Comentando Dignitatis humanae para su arquidiócesis, el cardenal Wojtyla repetía que la libertad y la responsabilidad son mutuamente dependientes. A menos que seamos libres, no podemos ser responsables, y viceversa, no podemos evadir la responsabilidad de lo que hemos emprendido libremente (La renovación en sus fuentes, 292).
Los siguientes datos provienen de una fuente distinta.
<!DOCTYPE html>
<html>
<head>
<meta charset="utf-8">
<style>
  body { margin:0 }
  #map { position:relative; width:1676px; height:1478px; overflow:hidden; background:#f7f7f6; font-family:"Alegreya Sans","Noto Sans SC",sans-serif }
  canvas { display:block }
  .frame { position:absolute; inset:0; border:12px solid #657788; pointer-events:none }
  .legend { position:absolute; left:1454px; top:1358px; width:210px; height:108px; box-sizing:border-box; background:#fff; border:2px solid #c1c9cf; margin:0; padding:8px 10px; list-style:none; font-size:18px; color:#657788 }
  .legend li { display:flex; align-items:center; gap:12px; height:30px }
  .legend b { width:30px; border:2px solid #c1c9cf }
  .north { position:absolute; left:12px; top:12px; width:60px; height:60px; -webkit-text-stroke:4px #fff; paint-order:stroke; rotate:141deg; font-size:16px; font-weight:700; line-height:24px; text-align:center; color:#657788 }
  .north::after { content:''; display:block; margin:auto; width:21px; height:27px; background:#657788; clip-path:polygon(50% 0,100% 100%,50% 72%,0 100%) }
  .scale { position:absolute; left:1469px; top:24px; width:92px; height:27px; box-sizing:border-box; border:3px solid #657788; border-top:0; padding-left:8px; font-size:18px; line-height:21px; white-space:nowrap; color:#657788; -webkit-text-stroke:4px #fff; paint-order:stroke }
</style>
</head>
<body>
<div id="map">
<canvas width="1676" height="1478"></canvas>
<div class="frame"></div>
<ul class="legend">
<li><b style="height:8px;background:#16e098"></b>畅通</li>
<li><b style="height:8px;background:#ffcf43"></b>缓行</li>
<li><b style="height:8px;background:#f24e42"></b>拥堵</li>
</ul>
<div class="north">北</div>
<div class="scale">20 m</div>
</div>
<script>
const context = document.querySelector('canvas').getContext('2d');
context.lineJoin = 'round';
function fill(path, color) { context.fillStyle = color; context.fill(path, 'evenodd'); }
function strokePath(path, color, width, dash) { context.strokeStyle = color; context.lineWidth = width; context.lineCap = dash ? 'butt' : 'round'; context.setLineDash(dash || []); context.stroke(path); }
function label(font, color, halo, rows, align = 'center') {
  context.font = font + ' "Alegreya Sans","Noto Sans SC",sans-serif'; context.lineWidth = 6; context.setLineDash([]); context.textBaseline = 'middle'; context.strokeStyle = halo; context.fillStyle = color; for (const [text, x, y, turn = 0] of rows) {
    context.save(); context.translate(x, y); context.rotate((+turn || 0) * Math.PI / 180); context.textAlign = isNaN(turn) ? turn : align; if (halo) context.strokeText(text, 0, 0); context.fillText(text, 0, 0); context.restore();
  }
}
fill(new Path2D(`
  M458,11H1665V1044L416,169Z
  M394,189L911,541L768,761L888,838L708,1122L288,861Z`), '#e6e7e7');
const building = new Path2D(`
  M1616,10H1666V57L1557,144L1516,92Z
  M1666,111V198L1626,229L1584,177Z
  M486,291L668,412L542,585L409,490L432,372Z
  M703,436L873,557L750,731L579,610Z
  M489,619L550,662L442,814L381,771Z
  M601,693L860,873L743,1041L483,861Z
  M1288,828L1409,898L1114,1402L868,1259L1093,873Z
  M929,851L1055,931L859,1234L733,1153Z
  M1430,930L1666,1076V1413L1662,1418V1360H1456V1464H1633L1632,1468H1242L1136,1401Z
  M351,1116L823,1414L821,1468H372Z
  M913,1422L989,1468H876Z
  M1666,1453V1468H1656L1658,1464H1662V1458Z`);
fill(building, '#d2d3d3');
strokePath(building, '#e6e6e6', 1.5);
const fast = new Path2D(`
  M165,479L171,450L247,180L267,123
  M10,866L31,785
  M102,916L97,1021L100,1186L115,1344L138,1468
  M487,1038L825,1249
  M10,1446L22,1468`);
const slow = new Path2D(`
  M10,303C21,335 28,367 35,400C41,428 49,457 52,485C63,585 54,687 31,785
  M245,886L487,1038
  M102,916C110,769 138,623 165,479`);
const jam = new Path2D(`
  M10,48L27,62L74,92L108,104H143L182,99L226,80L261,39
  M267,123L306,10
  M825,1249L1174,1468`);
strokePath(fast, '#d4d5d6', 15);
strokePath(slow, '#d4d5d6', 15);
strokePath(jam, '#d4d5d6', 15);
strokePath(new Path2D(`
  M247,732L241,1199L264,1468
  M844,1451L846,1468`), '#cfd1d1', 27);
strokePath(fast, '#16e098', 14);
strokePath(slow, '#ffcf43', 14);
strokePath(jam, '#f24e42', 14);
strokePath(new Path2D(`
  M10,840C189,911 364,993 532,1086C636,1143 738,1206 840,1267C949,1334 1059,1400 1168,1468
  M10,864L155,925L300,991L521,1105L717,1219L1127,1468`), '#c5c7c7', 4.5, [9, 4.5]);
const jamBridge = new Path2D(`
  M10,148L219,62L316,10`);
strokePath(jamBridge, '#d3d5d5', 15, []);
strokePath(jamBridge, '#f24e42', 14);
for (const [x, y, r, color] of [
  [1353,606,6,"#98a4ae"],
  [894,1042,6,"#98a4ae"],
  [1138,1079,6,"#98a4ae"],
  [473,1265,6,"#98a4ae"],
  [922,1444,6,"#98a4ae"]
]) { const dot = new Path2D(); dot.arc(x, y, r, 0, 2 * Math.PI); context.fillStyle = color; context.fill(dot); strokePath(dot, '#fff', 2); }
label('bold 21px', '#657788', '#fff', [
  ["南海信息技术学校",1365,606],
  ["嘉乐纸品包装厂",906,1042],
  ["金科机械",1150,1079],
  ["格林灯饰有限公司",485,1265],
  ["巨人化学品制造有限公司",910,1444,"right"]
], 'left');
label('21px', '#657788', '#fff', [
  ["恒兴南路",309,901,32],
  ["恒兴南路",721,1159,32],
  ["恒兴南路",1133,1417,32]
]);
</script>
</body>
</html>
Los derechos de la conciencia

En el primer esbozo de Dignitatis humanae, al parecer el derecho a la libertad religiosa se basaba en el derecho de la persona a obrar de acuerdo con su conciencia. En esbozos posteriores, este argumento se debilitó considerablemente. En mi opinión, Wojtyla habría aprobado la siguiente declaración de John Courtney Murray, uno de sus principales redactores:

«Vale la pena advertir que la declaración no fundamenta el derecho al libre ejercicio religioso sobre la base de “la libertad de conciencia”. Semejante proposición no aparece en parte alguna. Y en ninguna parte la declaración apoya la teoría a menudo evocada por esta proposición, que —dicho más precisamente— tengo derecho a hacer lo que me dicta mi conciencia simplemente porque esta me dice que lo haga. Es una teoría peligrosa. Su especial peligro es el subjetivismo, la noción según la cual en definitiva es mi conciencia y no la verdad objetiva quien determina lo que es o no justo, verdadero o falso» [8].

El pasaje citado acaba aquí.